La libertad de culto o libertad religiosa es un valor de las sociedades civiles contemporáneas, pero puede ser utilizada para esconder abusos y discriminaciones inaceptables. En medio de la promoción de tales derechos y potencialidades humanas se presentan dilemas y conflictos interesantes en lo político y en lo ético, frente a lo que aceptamos, como ciudadanos liberales, modernos o postmodernos. Situaciones muy fáciles de identificar pueden mostrar conflicto entre derechos, como el papel limitado que se le asigna a mujer dentro de algunas comunidades religiosas, la no aceptación de transfusiones de sangre, transplantes de órganos o intervenciones médicas menores como la vacunación, a las que se oponen en ocasiones los practicantes de algunas fes. O simplemente el conservadurismo que en lo social y político promueven —e imponen— los líderes de las religiones.
La libertad religiosa y de conciencia no pueden ser entendidas como la patente para que los demás tengamos que quedarnos callados e inactivos, o para que la sociedad o el Estado no puedan quejarse o intervenir cuando se violan otros derechos de las personas, como los derechos a la vida, a la salud, a la no-discriminación, a elegir, o al libre desarrollo de la personalidad.

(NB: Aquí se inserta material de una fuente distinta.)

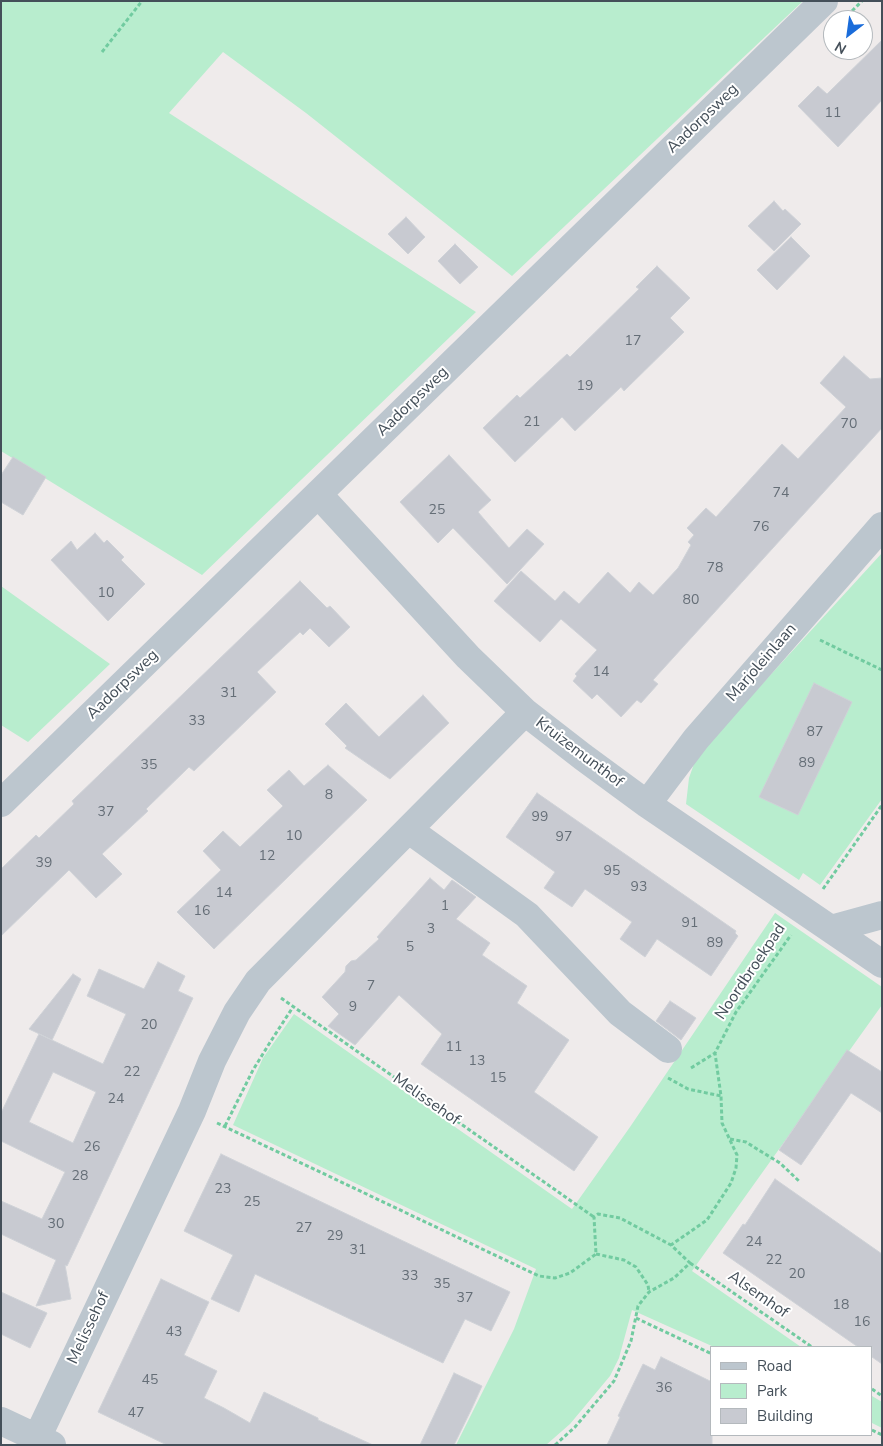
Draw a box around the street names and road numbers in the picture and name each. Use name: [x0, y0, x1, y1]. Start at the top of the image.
street label: Aadorpsweg: [663, 80, 743, 158]
street label: Aadorpsweg: [373, 363, 453, 441]
street label: Marjoleinlaan: [723, 620, 801, 706]
street label: Aadorpsweg: [83, 646, 163, 724]
street label: Kruizemunthof: [531, 714, 627, 792]
street label: Noordbroekpad: [712, 920, 790, 1024]
street label: Melissehof: [389, 1070, 463, 1130]
street label: Alsemhof: [724, 1267, 792, 1323]
street label: Melissehof: [64, 1289, 114, 1367]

El respeto a la libertad de conciencia y a la libertad de culto se debe ejercer dentro de un mínimo de conciliación con otros derechos, y no confundir el respetarlos con dejar “que hagan lo que mejor les parezca”. Se trata de que la libertad religiosa no prevalezca sobre otras condiciones de la dignidad social y personal, en particular en los ámbitos públicos en los cuales es mayor su implicación social y su efecto demostrativo. En situaciones privadas puede haber alguna tolerancia, pero esta termina en cuanto se inicia la violación de otros derechos.
Es claro que existen ámbitos culturales que hacen muy variable la forma cómo las religiones impactan la conducta de los sujetos. No es lo mismo Colombia que Suecia o Estados Unidos (antes y después del trumpismo), en cuanto por ejemplo la aceptación de las diversidades sexuales y el rol de las mujeres como sacerdotisas. En nuestro país apenas se empiezan a hacer visibles incidentes relacionados con la colisión de derechos que mencionamos, tal vez porque la mayoría —católica y jerarquizada— hacía suponer que lo mayoritario era lo único existente.
Pero si promovemos una convivencia dentro de la diferencia y le damos prioridad al respeto a la igualdad y la no-discriminación, nos tienen que inquietar si las vecinas de nuestros barrios que siempre salen con sus faldas largas, o algunas jóvenes que en San Andrés hacen deporte con la cabeza cubierta y un gran traje negro, lo hacen por imposición de sus comunidades de fe o es parte de su convicción. Igualmente, es importante preguntarse si ese rol de silentes espectadoras dependientes de la decisión de su cónyuge o padre, propio de otras mujeres de ciertas religiones, lo asumen de manera consciente. ¿Y los muchachos gay sometidos a “terapias de conversión” por sus muy creyentes y respetados padres y predicadores? Sin excluir el papel de atentas y sumisas servidoras de los sacerdotes a que se resume la vida de algunas religiosas católicas. ¿Les gusta, lo aceptan, lo comparten, quisieran que fuera diferente?: la perspectiva del individuo es clave en la aceptación de la convivencia incómoda que podamos tener con ciertas prácticas religiosas.
La reacción ante estas actitudes y conductas no puede ser que los no-practicantes, los no-creyentes; los descreídos, los agnósticos y los francamente ateos, no tenemos nada qué opinar sobre ello. Sería como suponer que en situaciones de agresión o violencia doméstica, o en casos como el señor que golpeó a una señora en la sala de espera de un aeropuerto, “no hay que meterse” porque es “problema de ellos” y no de los demás presentes. Reclamar nuestra libertad y aceptar la de otros no puede conducir al extremo del “dejar hacer, dejar pasar”.